In spite of their good intentions, she couldn’t help but be resentful. She didn’t want to believe what she saw, but she couldn’t help it. She’d told Patrice to trust her gut, and Sophie’s gut was telling her what she’d seen was real. It also told her that she wouldn’t stop seeing the ghost until she figured out why it was happening.
At the moment, back on campus, she was trying like hell to focus on the lecture in her security policy seminar. She’d managed to make it to class and reveled in the little bit of normalcy until she’d walked down the hall and noted some people staring and heard the hushed whispers of her peers in the lecture hall.
Let them talk. It wasn’t the first time she’d been looked at that way. Adding insults to injury, she’d suffered many unkind innuendoes in the wake of her family’s murders, but there had been just as many people—more really—who were kind and supportive. She’d had to walk away from high school, but she was grown up now, and not as
affected by the stares and whispers. Fuck ‘em.
Professor Fitzsimmons’ words eventually became a buzz in her ears as her mind kept processing the events of the past few days, and yanked her hand back as she found herself rubbing her knee again. On her way out of class, mentally calculating what to do next, she was pulled back by the professor’s voice.
“Sophie, can you wait a moment?” he asked, as he wiped the blackboard clean.
“Uh, sure.” She could only imagine what he wanted to talk about.
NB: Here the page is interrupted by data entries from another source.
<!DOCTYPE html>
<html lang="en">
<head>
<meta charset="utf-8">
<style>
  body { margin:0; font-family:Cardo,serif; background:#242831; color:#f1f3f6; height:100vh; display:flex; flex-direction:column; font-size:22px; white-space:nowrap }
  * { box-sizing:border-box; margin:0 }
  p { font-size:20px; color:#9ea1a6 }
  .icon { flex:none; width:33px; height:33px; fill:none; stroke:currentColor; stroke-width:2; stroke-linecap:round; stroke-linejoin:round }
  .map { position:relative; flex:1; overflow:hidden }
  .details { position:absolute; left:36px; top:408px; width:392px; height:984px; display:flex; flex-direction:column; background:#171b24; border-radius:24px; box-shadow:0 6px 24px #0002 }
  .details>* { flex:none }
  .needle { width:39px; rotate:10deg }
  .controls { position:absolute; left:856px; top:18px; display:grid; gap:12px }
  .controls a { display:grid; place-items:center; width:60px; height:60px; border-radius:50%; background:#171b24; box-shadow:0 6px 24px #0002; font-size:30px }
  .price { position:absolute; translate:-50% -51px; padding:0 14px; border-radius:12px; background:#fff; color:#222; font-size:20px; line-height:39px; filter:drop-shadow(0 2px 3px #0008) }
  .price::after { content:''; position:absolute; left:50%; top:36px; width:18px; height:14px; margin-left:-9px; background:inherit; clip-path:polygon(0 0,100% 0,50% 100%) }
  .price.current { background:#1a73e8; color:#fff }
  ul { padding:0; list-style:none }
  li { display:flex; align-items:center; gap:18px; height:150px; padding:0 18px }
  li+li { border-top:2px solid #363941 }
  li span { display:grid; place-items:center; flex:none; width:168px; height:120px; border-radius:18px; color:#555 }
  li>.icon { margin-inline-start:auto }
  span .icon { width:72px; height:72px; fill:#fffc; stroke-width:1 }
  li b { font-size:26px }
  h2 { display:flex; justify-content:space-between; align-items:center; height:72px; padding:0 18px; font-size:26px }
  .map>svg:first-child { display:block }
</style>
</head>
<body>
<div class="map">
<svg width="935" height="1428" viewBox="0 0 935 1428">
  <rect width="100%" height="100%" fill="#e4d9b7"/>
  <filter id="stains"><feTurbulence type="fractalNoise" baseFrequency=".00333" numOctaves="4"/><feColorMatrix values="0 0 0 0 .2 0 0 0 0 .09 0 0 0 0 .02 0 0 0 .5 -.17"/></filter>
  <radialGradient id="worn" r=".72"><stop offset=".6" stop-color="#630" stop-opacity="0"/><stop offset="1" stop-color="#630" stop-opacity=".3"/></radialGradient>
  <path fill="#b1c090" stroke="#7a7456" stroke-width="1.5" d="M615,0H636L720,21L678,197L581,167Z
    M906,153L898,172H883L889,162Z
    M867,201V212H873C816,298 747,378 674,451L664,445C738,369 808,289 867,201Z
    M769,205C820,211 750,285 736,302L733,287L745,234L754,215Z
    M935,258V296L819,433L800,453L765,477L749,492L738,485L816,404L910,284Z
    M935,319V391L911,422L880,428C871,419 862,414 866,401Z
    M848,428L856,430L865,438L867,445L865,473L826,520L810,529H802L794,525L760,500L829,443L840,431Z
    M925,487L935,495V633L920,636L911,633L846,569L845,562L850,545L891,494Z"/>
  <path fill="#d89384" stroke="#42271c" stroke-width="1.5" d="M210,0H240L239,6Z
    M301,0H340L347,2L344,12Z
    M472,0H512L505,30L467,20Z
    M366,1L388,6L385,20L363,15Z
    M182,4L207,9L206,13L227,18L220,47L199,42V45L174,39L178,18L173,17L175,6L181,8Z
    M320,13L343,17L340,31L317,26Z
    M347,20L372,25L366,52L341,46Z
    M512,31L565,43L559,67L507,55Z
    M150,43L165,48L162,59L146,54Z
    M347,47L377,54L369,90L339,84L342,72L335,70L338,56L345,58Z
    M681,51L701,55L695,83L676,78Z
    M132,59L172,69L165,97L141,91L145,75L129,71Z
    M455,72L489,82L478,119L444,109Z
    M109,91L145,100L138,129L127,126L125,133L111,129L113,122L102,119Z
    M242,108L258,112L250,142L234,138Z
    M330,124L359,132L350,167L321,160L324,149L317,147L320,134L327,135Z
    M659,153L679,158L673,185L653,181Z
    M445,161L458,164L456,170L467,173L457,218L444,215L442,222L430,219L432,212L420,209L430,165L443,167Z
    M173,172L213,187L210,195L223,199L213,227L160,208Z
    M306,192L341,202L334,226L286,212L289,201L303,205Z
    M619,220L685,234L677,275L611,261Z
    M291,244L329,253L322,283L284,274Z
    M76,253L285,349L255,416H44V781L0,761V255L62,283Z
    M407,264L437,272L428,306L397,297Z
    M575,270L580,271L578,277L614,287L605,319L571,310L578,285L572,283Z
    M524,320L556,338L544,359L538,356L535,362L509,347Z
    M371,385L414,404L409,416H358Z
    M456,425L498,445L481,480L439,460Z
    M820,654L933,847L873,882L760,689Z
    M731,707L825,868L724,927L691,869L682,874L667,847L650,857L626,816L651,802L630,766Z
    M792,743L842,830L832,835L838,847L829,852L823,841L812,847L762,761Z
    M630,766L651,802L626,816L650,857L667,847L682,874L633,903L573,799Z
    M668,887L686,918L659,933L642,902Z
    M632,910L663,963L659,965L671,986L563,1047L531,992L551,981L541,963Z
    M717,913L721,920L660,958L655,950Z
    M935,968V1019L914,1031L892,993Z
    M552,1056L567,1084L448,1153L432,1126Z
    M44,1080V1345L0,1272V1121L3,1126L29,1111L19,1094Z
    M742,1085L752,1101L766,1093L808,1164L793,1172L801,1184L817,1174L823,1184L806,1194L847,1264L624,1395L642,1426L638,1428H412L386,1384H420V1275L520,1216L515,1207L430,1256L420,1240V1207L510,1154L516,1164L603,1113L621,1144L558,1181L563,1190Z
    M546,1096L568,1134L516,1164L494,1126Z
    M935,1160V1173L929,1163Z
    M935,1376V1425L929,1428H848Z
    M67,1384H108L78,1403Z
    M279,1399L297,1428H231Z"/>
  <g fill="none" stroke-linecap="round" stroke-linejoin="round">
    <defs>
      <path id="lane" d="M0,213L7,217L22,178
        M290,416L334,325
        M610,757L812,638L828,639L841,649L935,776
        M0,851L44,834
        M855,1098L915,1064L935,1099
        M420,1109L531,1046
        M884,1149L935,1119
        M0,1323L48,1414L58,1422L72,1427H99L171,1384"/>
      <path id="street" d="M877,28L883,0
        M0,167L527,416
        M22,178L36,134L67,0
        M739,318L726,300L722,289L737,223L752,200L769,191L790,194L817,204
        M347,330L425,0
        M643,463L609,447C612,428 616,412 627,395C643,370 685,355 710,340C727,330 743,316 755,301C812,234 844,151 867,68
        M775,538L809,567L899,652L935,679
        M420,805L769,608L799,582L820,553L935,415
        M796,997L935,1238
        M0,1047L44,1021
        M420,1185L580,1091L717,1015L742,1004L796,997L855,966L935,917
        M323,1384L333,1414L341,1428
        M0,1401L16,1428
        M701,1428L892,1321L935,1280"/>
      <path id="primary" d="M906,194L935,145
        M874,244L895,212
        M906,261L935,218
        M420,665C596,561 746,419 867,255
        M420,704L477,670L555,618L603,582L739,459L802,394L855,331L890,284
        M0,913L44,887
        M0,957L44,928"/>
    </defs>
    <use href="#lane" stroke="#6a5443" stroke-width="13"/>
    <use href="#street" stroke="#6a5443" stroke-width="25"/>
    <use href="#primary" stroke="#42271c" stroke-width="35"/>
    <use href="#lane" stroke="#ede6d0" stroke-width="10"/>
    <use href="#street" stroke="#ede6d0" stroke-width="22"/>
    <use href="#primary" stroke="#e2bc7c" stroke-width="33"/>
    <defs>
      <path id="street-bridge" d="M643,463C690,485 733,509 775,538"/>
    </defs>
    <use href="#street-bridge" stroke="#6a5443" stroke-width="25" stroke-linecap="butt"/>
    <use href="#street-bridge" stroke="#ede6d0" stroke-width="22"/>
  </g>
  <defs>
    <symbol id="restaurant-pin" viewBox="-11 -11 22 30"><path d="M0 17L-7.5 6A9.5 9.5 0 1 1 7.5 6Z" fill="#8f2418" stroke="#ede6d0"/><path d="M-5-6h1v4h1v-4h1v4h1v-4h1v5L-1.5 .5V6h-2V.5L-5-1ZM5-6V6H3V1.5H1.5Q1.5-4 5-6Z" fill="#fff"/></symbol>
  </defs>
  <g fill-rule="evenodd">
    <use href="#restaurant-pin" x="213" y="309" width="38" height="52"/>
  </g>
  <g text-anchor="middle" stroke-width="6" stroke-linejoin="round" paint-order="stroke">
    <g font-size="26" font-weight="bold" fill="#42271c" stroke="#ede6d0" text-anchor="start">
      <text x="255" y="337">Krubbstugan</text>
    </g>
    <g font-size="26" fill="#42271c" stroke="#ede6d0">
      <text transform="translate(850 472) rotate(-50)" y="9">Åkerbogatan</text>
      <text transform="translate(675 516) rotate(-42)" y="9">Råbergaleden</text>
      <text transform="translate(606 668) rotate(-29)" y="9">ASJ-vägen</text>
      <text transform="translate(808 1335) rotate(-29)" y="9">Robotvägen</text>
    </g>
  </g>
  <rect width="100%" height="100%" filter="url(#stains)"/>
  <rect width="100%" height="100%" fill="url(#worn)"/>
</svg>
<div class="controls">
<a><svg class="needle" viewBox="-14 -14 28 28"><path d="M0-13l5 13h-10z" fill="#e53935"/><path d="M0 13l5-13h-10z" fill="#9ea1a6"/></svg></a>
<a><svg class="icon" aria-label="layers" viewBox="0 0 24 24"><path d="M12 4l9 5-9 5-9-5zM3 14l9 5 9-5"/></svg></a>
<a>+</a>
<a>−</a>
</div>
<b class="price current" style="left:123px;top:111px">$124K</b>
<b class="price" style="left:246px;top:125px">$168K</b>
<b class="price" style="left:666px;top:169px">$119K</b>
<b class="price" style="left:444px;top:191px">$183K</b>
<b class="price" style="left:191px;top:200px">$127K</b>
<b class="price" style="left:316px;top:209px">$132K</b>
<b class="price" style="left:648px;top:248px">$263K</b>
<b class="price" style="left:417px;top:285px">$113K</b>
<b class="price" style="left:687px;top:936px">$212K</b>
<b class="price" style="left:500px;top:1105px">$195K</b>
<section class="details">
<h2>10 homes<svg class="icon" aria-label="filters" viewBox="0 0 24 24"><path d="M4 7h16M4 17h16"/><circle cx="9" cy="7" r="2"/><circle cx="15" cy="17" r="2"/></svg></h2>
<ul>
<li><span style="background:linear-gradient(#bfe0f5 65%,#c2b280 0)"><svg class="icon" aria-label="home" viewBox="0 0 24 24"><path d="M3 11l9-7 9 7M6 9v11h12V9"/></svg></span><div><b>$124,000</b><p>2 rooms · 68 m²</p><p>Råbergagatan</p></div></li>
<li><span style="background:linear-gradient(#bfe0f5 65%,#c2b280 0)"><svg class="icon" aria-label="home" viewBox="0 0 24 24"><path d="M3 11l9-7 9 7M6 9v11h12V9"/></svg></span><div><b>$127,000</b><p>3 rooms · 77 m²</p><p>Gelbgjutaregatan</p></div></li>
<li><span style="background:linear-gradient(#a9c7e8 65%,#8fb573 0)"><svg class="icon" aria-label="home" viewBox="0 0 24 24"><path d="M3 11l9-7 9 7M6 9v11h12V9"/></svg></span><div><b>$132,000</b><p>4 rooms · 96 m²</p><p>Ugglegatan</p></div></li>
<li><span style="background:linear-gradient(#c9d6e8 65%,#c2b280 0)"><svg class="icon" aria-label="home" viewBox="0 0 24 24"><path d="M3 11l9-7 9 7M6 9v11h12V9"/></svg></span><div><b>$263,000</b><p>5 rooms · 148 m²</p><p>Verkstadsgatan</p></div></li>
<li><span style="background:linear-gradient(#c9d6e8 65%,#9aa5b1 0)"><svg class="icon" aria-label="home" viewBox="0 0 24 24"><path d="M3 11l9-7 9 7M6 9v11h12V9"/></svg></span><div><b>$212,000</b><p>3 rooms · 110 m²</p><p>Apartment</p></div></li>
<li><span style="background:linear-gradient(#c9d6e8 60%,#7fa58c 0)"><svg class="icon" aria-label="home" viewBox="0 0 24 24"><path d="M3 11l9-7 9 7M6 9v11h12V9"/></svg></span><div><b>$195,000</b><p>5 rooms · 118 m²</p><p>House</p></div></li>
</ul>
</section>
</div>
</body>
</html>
She liked Fitz, who was also her advisor. No doubt he’d read the morning news, too.
“How is your term project coming along? You didn’t turn in a progress report last week.”
She stared for a moment, coming up short. That wasn’t what she expected him to ask. “Uh, I’m a little behind, but I have the equipment almost set up-”
“The semester is half over. You may not have enough time for reliable results.”
“I’m sorry, I know, I - It’s been a lot lately.”
“So I see. How are you doing?”
She wasn’t sure how to respond. He didn’t seem worried at all, as if his students appeared on front page news as murder suspects every day.
“I, uh, I’m okay.”
“Believe me, I know how hard it is being an adult student and working for a living -- and running a business is more work than having a job, which a lot of people don’t get,” he said in a kindly tone, and she relaxed a little. Fitz was a good guy, and the staff was always great in working with continuing education students. She wouldn’t have been able to get as far as she had otherwise. She was beginning to think she would hold some kind of record for part-time study.
“Sophie, there’s a lot going on in your life, but a lot rides on this project, especially if you want to qualify for that internship this summer. Let me know whatever I can do to help. And for the record, I don’t believe a word of what the paper says. It will blow over. You hang in there.”
Sophie didn’t know why she was so surprised when people were so kind, so understanding, and fought to control the telltale tightening in her throat. She’d known many good people in her life, and yet it always came as a little bit of a surprise when it was directed her way.